** TRY IT **
Below is a listing. Set down exactly the lines from the one containing "position:relative; width:1302px; height:1367px;" through the one containing "translate:-50% -50%; white-space:nowrap;", both ends included, and leave out the rest.

** RECORDS SHOWN **

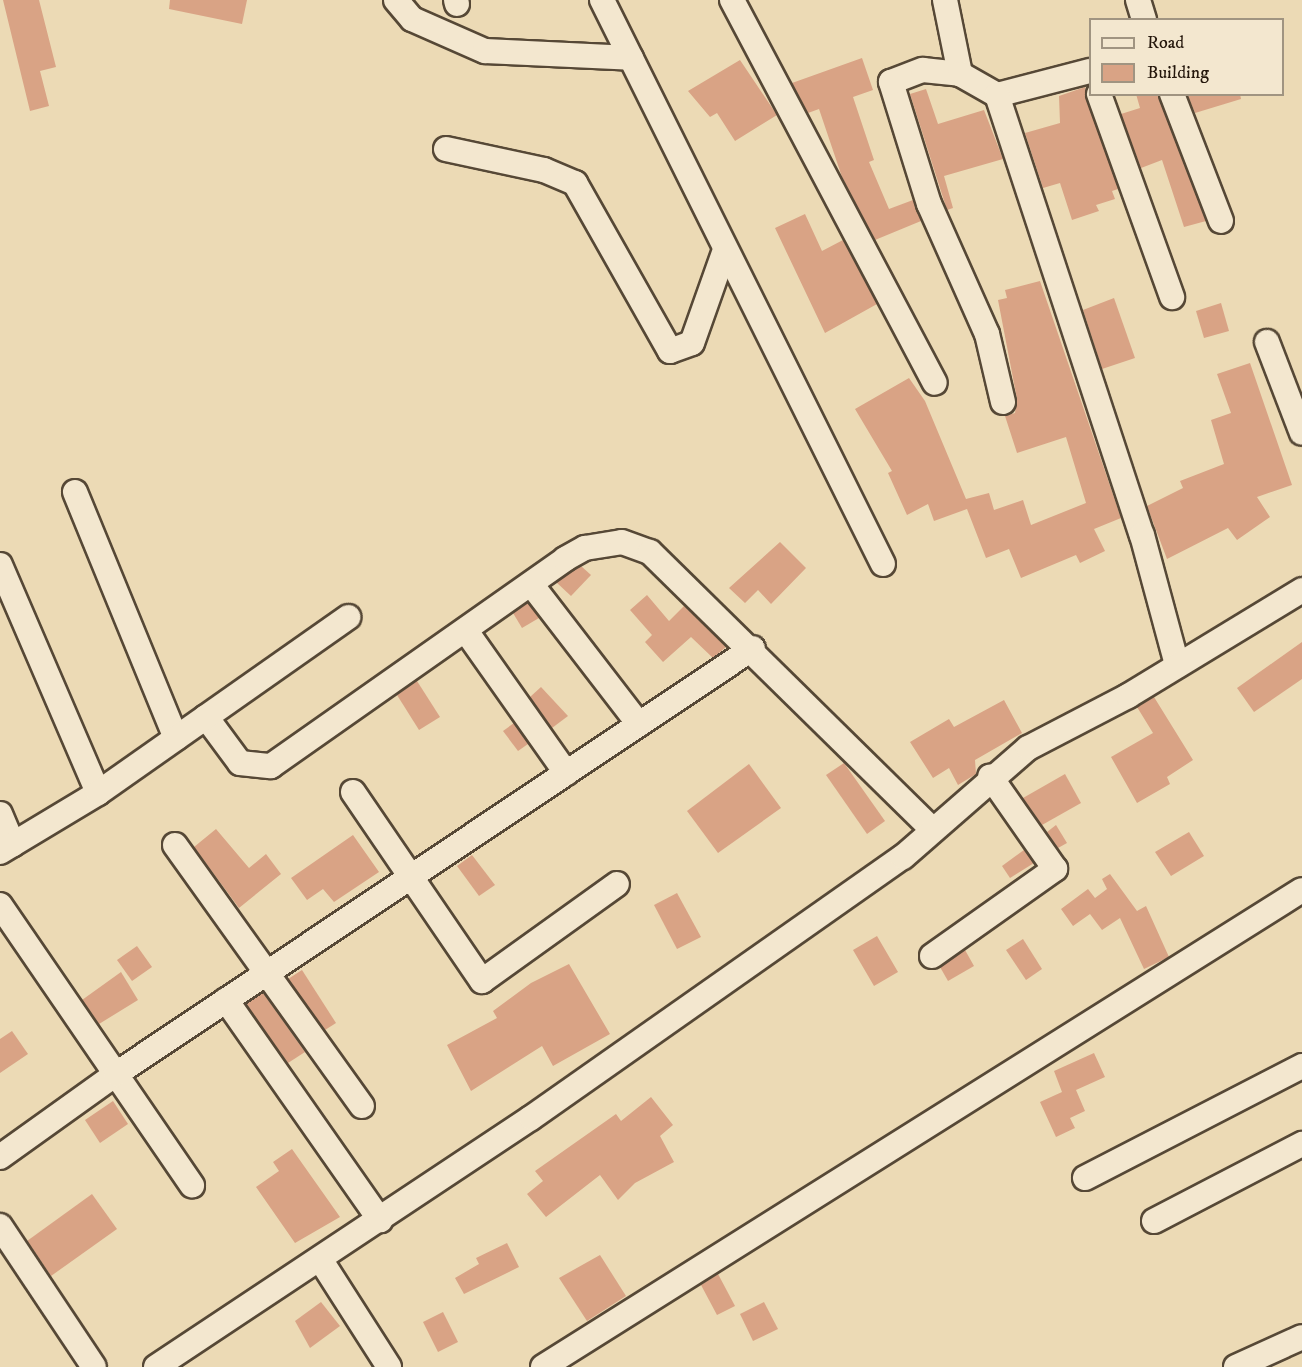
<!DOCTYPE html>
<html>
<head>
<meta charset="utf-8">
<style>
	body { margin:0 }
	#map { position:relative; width:1302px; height:1367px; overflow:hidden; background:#ecdab5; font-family:"IM FELL DW Pica",serif }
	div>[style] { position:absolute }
	.building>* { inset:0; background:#d9a385 }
	.roads { filter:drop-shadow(2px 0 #564836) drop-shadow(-2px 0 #564836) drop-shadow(0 2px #564836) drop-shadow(0 -2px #564836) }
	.street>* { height:24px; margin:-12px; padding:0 12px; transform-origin:12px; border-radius:12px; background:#f3e7cf }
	span { translate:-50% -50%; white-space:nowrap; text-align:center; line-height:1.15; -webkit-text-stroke:4.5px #f3e7cf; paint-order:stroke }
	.legend { position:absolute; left:1089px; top:18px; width:195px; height:78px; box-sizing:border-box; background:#f3e7cf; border:2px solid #a09481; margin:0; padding:8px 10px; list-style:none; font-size:18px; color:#24170c }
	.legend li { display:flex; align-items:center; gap:12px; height:30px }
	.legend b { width:30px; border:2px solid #a09481 }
</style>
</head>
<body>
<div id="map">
	<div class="building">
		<div style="clip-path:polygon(3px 0,39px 0,56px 67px,40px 71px,49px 106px,30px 111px)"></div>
		<div style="clip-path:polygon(170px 0,247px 0,242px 24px,169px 9px)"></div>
		<div style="clip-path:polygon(862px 58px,873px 90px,853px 97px,874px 160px,869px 162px,889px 209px,913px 200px,921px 221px,875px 240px,842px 177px,819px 109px,808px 113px,792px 83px)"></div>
		<div style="clip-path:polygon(740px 60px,777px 115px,735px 141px,717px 113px,710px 117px,688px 91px)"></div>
		<div style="clip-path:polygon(1085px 87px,1118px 189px,1112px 191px,1115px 199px,1096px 205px,1099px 211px,1072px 220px,1060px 183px,1043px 188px,1025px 133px,1060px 123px,1059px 96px)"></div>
		<div style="clip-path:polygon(926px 89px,938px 124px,984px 110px,1003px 159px,944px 176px,953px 208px,947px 210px,910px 94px)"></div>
		<div style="clip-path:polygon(1136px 94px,1158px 94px,1206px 221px,1184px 227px,1162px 160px,1141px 168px,1121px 114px,1140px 108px)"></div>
		<div style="clip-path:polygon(1187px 94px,1240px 94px,1241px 99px,1195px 113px)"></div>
		<div style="clip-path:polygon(805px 214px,822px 251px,843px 240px,877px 304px,825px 333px,775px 228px)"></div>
		<div style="clip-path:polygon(1040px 281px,1121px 518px,1094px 529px,1105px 551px,1080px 563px,1076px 555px,1021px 578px,1009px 549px,986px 558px,967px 509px,934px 521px,928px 504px,907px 515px,888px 473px,892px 471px,855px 409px,909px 378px,925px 401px,966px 499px,989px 493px,994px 510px,1023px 500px,1031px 525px,1086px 503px,1066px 437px,1017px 453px,1005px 416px,1015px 413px,1017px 399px,998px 300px,1007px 298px,1005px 290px)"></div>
		<div style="clip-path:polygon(1114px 298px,1135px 358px,1102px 369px,1083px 310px)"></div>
		<div style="clip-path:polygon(1221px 303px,1229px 331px,1204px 338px,1196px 311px)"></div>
		<div style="clip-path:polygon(1250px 363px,1292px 485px,1257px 497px,1270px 517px,1237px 540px,1228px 528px,1167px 559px,1147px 506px,1183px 488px,1180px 481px,1224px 464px,1211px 420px,1231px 413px,1217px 374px)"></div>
		<div style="clip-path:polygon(780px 542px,806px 568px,771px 604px,758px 590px,745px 603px,729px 588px)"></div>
		<div style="clip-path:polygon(581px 566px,591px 575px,571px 596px,556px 582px)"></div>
		<div style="clip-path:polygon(647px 595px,669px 621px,684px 606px,726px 647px,713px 658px,691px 637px,663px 662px,645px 642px,652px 635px,630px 610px)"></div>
		<div style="clip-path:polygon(528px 603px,539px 618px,522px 628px,513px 613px)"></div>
		<div style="clip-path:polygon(1302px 642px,1302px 679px,1254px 712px,1237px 688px)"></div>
		<div style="clip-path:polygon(417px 681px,440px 717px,419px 730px,397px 695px)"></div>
		<div style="clip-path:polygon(541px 687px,568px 716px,552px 728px,530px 697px)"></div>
		<div style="clip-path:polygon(1154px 697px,1193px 760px,1167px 777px,1170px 784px,1137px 803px,1111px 757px,1153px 733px,1137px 707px)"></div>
		<div style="clip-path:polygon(1004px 700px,1022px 733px,975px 760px,976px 774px,958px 785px,949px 768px,933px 778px,910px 742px,949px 719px,954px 727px)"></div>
		<div style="clip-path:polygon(514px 723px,528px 744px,518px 751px,503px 731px)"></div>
		<div style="clip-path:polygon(844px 763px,885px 821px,867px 834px,826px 775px)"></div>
		<div style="clip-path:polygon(749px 764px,781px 808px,718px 853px,687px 811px)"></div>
		<div style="clip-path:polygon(1065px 774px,1081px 803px,1042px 825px,1023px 798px)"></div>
		<div style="clip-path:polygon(1056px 825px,1067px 843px,1058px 848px,1047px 832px)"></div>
		<div style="clip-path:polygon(216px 829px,249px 868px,266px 854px,281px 874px,239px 908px,194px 847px)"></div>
		<div style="clip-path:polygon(1189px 832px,1204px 856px,1171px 876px,1155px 852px)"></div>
		<div style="clip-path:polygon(353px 835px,379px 872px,334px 902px,323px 889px,307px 900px,291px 878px)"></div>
		<div style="clip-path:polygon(1024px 850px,1034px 863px,1010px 878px,1002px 866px)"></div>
		<div style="clip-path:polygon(472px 855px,495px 885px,479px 896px,457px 866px)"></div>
		<div style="clip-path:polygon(1110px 874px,1137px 911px,1146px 906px,1169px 957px,1144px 969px,1120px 918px,1102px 930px,1090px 914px,1073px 926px,1061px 909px,1088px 889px,1095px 898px,1107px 889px,1102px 879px)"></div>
		<div style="clip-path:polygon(677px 893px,701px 937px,677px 949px,654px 905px)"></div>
		<div style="clip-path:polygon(877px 936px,898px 972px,874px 986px,853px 950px)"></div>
		<div style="clip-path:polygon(1023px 939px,1042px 969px,1026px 980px,1006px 950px)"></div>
		<div style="clip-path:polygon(137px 946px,152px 967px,132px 981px,117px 960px)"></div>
		<div style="clip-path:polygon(965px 950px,974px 966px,948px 981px,940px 967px)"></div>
		<div style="clip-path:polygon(569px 964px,610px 1034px,553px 1066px,542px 1046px,471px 1091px,447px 1045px,497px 1018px,493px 1011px,531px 983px)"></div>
		<div style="clip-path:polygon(302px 970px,336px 1023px,325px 1030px,288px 979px)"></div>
		<div style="clip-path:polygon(121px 972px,138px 1000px,99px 1024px,82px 1000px)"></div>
		<div style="clip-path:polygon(263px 993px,305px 1052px,288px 1063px,246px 1004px)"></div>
		<div style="clip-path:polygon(12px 1031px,28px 1054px,0 1073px,0 1039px)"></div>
		<div style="clip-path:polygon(1094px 1053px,1105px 1077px,1076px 1090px,1085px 1111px,1070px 1118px,1075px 1128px,1056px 1137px,1040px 1102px,1062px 1092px,1054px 1071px)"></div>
		<div style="clip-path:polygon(651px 1097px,673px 1125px,660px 1136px,674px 1162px,635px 1183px,618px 1200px,600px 1175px,546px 1217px,527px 1194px,543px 1181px,535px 1171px,616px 1114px,621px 1121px)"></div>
		<div style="clip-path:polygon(113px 1101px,128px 1124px,100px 1143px,85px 1120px)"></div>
		<div style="clip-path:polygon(292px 1149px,340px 1217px,295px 1243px,256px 1187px,279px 1171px,273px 1162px)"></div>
		<div style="clip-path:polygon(92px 1194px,117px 1229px,51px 1276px,27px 1241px)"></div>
		<div style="clip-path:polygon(507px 1243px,519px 1267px,464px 1294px,455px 1278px,479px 1264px,476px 1258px)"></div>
		<div style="clip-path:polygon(600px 1255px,626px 1296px,587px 1321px,559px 1278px)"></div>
		<div style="clip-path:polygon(718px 1274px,735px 1306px,717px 1315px,701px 1285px)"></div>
		<div style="clip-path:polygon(321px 1302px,340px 1326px,310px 1348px,295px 1321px)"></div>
		<div style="clip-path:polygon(764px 1302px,778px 1329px,753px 1341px,740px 1314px)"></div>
		<div style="clip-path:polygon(443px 1312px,458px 1342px,438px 1352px,423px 1322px)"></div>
	</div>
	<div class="roads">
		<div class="street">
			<div style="left:396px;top:0;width:25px;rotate:50deg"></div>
			<div style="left:412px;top:19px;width:80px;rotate:23.7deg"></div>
			<div style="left:485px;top:51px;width:146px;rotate:2.7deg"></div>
			<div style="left:456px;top:0;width:4px;rotate:76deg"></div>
			<div style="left:602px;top:0;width:630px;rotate:63.52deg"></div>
			<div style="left:732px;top:0;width:433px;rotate:62.1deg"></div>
			<div style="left:945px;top:0;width:76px;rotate:78.5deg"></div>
			<div style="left:1138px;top:0;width:21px;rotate:73deg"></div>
			<div style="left:1099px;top:94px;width:216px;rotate:70.2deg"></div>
			<div style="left:1172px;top:94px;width:136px;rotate:68.9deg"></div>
			<div style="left:997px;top:95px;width:96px;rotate:-14.5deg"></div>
			<div style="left:446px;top:149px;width:100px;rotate:12.1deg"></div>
			<div style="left:544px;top:170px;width:34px;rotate:23deg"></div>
			<div style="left:575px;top:183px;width:193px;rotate:60.5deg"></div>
			<div style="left:670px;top:351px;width:23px;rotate:-20deg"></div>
			<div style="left:692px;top:343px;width:99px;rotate:-70.5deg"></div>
			<div style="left:1267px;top:342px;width:97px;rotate:69deg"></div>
			<div style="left:1003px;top:402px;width:70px;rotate:-103.2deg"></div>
			<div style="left:987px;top:334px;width:142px;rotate:-114deg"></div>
			<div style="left:929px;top:204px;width:128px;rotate:-107.3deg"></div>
			<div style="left:891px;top:82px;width:34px;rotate:-21deg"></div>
			<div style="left:923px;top:70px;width:37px;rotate:6deg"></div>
			<div style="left:960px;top:74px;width:43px;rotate:29.6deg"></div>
			<div style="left:997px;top:95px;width:463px;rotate:71.8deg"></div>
			<div style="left:1142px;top:535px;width:135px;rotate:74.9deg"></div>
			<div style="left:75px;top:492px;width:266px;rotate:67.7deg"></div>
			<div style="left:0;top:565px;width:248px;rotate:66.7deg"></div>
			<div style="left:531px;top:584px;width:177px;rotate:52.4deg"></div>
			<div style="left:466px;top:631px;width:174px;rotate:54.8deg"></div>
			<div style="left:206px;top:717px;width:57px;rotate:53.5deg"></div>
			<div style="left:240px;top:763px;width:31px;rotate:6deg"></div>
			<div style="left:271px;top:766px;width:360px;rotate:-35.1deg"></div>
			<div style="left:565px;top:559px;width:23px;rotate:-29deg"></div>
			<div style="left:585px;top:548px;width:37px;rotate:-9deg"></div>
			<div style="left:622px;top:542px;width:30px;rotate:20deg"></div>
			<div style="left:650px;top:552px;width:395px;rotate:44.5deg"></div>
			<div style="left:353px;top:792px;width:229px;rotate:55.7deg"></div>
			<div style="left:482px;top:981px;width:166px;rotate:-35.7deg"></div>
			<div style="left:0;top:814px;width:33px;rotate:67deg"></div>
			<div style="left:175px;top:845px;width:321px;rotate:54.4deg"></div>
			<div style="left:0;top:852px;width:114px;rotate:-31deg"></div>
			<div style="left:98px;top:793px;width:306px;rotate:-35.1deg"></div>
			<div style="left:0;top:905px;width:340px;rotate:55.6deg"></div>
			<div style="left:932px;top:956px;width:151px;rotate:-35.3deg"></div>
			<div style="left:1055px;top:869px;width:113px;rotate:-125deg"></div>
			<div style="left:226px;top:1000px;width:269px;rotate:55deg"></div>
			<div style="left:0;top:1157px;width:143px;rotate:-35.6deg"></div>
			<div style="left:116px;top:1074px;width:766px;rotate:-33.77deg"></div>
			<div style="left:1085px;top:1178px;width:244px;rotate:-27.3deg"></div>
			<div style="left:1154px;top:1221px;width:167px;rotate:-27.5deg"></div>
			<div style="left:0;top:1226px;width:169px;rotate:56.3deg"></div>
			<div style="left:320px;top:1259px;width:128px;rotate:57.4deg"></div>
			<div style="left:156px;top:1367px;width:450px;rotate:-33.6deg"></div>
			<div style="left:531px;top:1118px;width:454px;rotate:-35.1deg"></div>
			<div style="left:903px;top:857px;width:166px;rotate:-41.1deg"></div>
			<div style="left:1028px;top:748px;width:113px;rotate:-27.5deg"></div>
			<div style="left:1128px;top:696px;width:204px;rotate:-31.3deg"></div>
			<div style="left:543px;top:1367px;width:896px;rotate:-32.15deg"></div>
			<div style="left:1236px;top:1367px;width:72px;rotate:-24.4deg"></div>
		</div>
	</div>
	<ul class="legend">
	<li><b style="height:8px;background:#f3e7cf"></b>Road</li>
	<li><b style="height:16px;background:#d9a385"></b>Building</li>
	</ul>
</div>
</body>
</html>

** FINISHED TASK **
	#map { position:relative; width:1302px; height:1367px; overflow:hidden; background:#ecdab5; font-family:"IM FELL DW Pica",serif }
	div>[style] { position:absolute }
	.building>* { inset:0; background:#d9a385 }
	.roads { filter:drop-shadow(2px 0 #564836) drop-shadow(-2px 0 #564836) drop-shadow(0 2px #564836) drop-shadow(0 -2px #564836) }
	.street>* { height:24px; margin:-12px; padding:0 12px; transform-origin:12px; border-radius:12px; background:#f3e7cf }
	span { translate:-50% -50%; white-space:nowrap; text-align:center; line-height:1.15; -webkit-text-stroke:4.5px #f3e7cf; paint-order:stroke }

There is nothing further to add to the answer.